Parent Magazine

Cricket Gets Some Respect (Again)

A popular sport abroad climbs out of baseball’s shadow here.

By Joe Chan
Photo of BU cricket team captain Hayat Khan (SAR’14) by Chitose Suzuki for BU Photography

When it comes to intercollegiate sports, cricket has been there and back. In the late 19th century, teams from Harvard, Princeton, the University of Pennsylvania, and Columbia played regularly scheduled games as members of the Intercollegiate Cricket Association. Then came the 20th century, and cricket, once the national game of the United States, was pushed aside by a popular new sport called baseball. Now, thanks largely to students from South Asia, South Africa, and the West Indies, cricket is back on campuses across the country.

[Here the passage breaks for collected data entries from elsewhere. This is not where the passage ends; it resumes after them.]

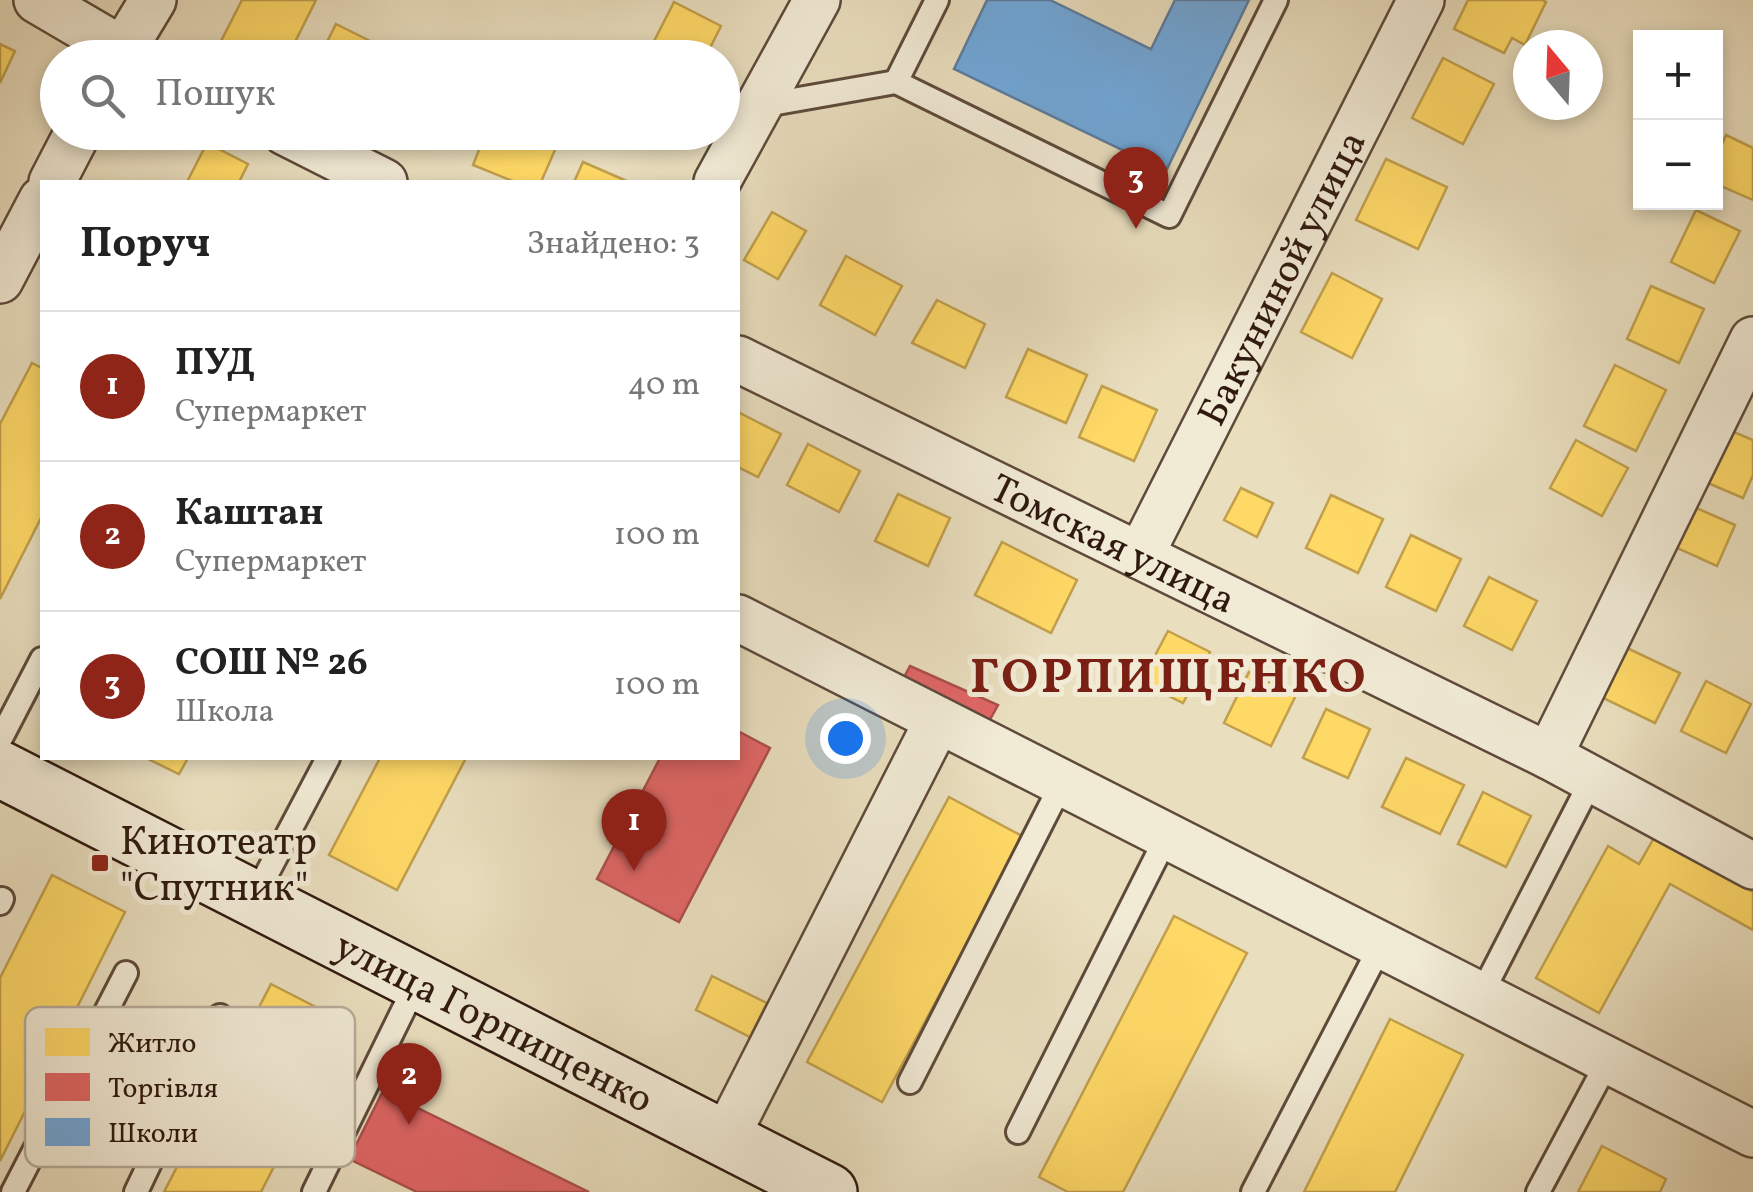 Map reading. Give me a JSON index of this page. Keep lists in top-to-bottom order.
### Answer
{
  "streets": {
    "main road": ["улица Горпищенко"],
    "street": ["Бакуниной улица", "Томская улица"]
  },
  "crossings": [
    ["Бакуниной улица", "Томская улица"]
  ],
  "districts": ["ГОРПИЩЕНКО"],
  "places": {
    "transit": ["Кинотеатр \"Спутник\""]
  },
  "legend": ["Житло", "Торгівля", "Школи"],
  "north": "top",
  "page": {
    "map_buttons": ["+", "−"],
    "search": "Пошук",
    "pins": ["3", "1", "2"],
    "heading": ["Поруч", "Знайдено: 3"],
    "list": [
      {
        "mark": "1",
        "name": "ПУД",
        "note": "Супермаркет",
        "value": "40 m"
      },
      {
        "mark": "2",
        "name": "Каштан",
        "note": "Супермаркет",
        "value": "100 m"
      },
      {
        "mark": "3",
        "name": "СОШ № 26",
        "note": "Школа",
        "value": "100 m"
      }
    ]
  }
} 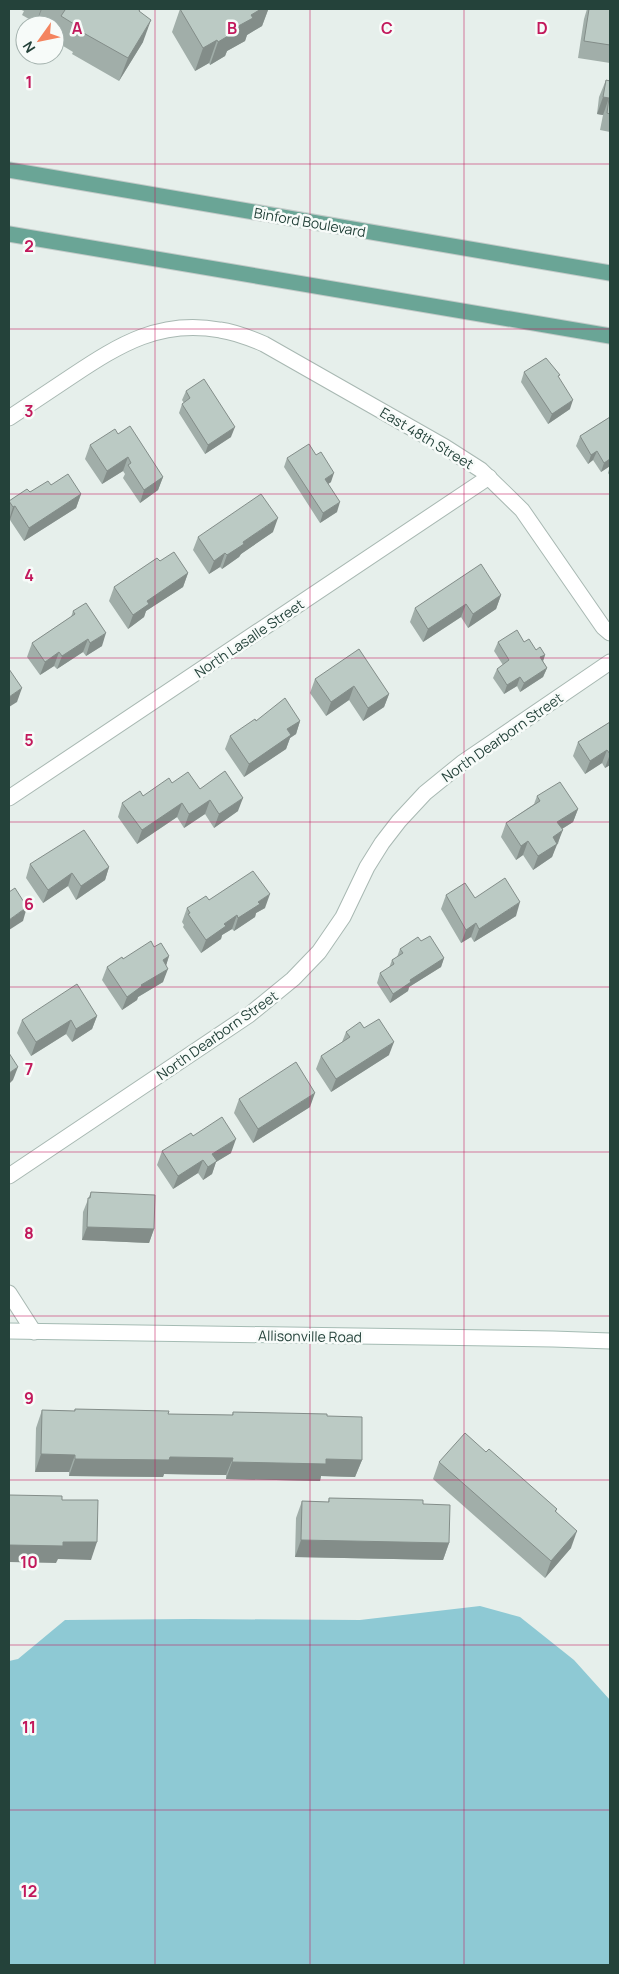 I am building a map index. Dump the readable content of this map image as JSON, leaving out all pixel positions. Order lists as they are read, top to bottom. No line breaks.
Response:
{"streets":{"main road":["Binford Boulevard"],"street":["East 48th Street","North Lasalle Street","North Dearborn Street","Allisonville Road"]},"crossings":[["East 48th Street","North Lasalle Street"]],"north":"bottom left","grid":{"columns":["A","B","C","D"],"rows":["1","2","3","4","5","6","7","8","9","10","11","12"]}}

Watch this video on YouTube

In the video above, members of the BU Cricket Club describe how cricket is played and what makes it so different from baseball. View closed captions on YouTube. Video by Joe Chan

At BU, the 10-year-old Cricket Club is growing strong, playing under the auspices of American College Cricket, which has 68 member universities.

Club president Hayat Khan (SAR’14) says the matches take place most weekends in the fall, and most of the competition is local. In 2012, the team played Harvard twice, as well as Northeastern, Rutgers, and Long Island University, which is in Brooklyn, where, coincidentally, Khan grew up playing cricket with many immigrants from the West Indies. At BU, he says, most of the team hails from Pakistan and India, although some of their best players are Americans who had never played (or even had seen) cricket before coming to campus.

“We have a lot of beginners in our club, people who were born here, as well as people from China and Japan, where there’s no cricket at all,” says Pavan Patel (ENG’08), a member of the team since 2004. The team accepts people from every skill level, and admits undergrads, master’s students, doctoral candidates, and even some alums. First-time players or not, the team was named one of the top five cricket clubs in the nation in 2012 by American College Cricket and attended the American Cricket Club Nationals in March 2013, entering the tournament ranked 7th in the country.

Khan says he hopes the growing popularity of cricket will persuade the NCAA to sanction the sport, which would lend it the respect it enjoys in many other countries.

A version of this story appeared in BU Today.